The Rescue, by Jennifer Newberry
About a week ago, I was greeted by a huddle of small children as I walked in to my apartment building on Ash and Stadium in Columbia. These children knew me as "the cat lady" because they had seen me coming and going with my cats and foster cats. They also knew I was a volunteer with Second Chance.
The children stopped me at the door and told me about a mother cat and her litter of kittens that had surfaced during road construction in the lot adjacent to ours. They told me how the construction workers had given them money to buy food and water for the cats. Before the oldest child could finish his sentence, the youngest one interrupted with, "Can you help the kitten?"
The kids introduced me to a lively yellow kitten that was bouncing back and forth on the stairs in the middle of the construction site, happily chasing his tail while buzz saws where whirring about twenty feet away. I got to know this kitten over a few days and saw he was very friendly, playful, and loved being petted so much he would "make biscuits" in the air as he walked around you. I watched him as he chased the feet of the construction workers and tried to play with the specks of wood kicked up from piles of sawdust.
I put out a request to Second Chance that night, asking how to get him accepted since I had never brought in a stray before. Another volunteer, Joyce Wilke, asked me where the kitten was, and the next day I came home to find her talking to the construction workers as her husband put the kitten in the back of her car. I knew she already had litters at home and yet, here she was, taking this kitten home for Second Chance.

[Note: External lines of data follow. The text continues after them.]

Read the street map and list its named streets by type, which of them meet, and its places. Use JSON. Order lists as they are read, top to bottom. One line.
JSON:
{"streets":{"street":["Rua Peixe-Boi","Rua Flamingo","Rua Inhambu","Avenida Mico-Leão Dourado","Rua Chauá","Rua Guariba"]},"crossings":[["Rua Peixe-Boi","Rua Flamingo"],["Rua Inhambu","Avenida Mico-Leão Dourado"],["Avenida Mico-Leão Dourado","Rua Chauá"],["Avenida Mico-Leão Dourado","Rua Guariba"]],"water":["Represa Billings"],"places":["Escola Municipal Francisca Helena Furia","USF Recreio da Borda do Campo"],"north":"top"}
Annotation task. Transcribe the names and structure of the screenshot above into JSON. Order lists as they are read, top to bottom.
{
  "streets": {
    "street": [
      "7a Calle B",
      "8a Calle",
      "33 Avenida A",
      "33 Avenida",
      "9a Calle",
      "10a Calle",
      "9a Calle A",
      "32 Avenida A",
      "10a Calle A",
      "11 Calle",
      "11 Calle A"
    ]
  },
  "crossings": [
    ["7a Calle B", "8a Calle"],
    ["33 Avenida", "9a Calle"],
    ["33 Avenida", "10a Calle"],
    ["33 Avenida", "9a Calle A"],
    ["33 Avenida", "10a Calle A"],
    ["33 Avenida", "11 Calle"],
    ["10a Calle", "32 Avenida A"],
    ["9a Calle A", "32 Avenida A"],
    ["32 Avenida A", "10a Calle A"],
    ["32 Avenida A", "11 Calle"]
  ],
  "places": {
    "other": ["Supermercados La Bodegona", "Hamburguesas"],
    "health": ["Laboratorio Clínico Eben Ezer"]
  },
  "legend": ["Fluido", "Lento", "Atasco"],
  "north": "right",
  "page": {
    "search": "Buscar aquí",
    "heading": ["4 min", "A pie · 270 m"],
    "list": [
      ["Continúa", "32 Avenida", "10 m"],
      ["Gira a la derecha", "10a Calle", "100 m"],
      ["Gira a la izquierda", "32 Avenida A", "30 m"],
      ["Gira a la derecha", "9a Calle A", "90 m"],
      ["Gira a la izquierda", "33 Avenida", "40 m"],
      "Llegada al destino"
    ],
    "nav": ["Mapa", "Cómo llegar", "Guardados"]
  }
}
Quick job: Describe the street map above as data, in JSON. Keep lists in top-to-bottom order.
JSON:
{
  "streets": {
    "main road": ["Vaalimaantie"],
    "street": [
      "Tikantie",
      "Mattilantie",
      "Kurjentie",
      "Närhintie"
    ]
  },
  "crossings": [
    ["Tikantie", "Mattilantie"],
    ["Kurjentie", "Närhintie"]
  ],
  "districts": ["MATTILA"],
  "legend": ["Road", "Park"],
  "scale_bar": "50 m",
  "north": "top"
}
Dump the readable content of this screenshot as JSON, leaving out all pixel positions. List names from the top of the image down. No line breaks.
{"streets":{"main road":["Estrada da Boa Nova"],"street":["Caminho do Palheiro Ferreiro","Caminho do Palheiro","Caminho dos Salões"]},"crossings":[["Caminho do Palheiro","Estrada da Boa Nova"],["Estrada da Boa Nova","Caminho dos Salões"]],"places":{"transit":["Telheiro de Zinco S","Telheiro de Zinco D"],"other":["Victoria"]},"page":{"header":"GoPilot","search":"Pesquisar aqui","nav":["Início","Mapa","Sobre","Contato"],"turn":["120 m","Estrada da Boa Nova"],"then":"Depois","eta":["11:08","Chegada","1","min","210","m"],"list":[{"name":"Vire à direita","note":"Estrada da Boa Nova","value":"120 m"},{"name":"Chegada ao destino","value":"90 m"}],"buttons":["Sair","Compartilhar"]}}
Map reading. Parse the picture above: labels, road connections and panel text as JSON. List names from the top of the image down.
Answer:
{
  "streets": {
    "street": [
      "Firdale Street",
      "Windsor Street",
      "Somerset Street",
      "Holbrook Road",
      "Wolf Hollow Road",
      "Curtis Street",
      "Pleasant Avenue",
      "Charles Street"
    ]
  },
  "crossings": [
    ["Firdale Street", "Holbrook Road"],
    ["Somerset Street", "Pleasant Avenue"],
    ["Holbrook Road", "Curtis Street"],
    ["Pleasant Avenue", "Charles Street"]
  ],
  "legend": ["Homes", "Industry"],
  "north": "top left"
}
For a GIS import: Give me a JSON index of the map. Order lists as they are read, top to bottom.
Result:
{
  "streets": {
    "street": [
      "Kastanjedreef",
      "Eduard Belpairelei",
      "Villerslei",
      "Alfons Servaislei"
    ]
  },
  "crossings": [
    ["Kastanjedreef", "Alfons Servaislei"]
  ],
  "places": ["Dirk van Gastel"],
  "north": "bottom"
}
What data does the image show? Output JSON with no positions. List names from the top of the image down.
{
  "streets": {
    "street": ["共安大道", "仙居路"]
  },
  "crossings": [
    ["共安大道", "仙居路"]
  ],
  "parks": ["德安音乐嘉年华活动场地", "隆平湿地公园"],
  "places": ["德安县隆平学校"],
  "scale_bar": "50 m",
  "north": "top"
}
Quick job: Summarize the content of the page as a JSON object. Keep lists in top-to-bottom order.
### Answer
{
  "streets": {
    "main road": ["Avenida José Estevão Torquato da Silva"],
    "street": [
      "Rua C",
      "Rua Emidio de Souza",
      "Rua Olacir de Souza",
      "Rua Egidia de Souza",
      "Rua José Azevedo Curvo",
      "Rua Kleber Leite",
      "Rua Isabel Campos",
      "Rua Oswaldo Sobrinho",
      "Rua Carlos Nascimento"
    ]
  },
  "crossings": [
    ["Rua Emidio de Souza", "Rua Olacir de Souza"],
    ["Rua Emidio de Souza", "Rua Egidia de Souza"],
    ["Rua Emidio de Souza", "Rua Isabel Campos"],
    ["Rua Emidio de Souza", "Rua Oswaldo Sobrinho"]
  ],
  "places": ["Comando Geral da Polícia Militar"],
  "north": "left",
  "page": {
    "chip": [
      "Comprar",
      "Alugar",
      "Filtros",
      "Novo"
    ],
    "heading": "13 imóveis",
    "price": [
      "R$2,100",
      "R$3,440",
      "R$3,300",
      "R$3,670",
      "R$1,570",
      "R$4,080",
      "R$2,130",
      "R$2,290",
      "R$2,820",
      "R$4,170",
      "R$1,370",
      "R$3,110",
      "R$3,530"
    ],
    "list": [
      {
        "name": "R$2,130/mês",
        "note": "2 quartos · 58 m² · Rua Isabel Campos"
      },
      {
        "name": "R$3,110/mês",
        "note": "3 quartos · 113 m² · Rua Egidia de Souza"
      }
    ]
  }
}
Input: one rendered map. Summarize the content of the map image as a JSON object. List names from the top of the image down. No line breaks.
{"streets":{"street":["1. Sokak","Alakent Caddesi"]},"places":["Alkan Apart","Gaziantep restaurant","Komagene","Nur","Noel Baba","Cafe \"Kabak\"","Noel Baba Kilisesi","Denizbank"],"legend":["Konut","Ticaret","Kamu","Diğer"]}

The Intake to Second Chance, by Joyce Wilke
Jennifer Newberry, a Second Chance volunteer, posted on our Facebook group about an orange stray kitten near her apartment complex. Since I handle intake of public cats for Second Chance, I made it a point to go by and check him out the next day. As I drove up to the construction site, I saw a cute kitten watching the workers above him. He seemed to be about 4 months old.
The kitten was friendly and easy to pick up. The construction workers told me how cats came out around dusk and ran the kitten off from the food that was being set out for him. They seemed worried that between cars zipping around all the time and the mean cats in the area, the kitten probably would not survive.
I took the kitten home and named him Zipper, as he liked to run up and down the hallway chasing other kitties and then slide on the floor. Within a few days, he was neutered and vaccinated. As he was healing, I noticed his energy was dwindling and thought it was the stress of his medical procedure. When he stopped eating, I quickly took Zipper to a doctor. The vet said he had a bacterial infection that was probably from drinking stagnant water while a stray.
Zipper responded quickly to the antibiotics and is now zipping around again. He still will not eat when there are other cats around – a direct result of being bullied by the other stray cats. Of interest, he is not afraid of loud noises, even a vacuum cleaner! I think this is from his time around the construction crew on Stadium.
I believe we rescued Zipper from traffic, construction, mean cats and infectious elements. He has been adopted through Second Chance and found his forever home complete with other playmates.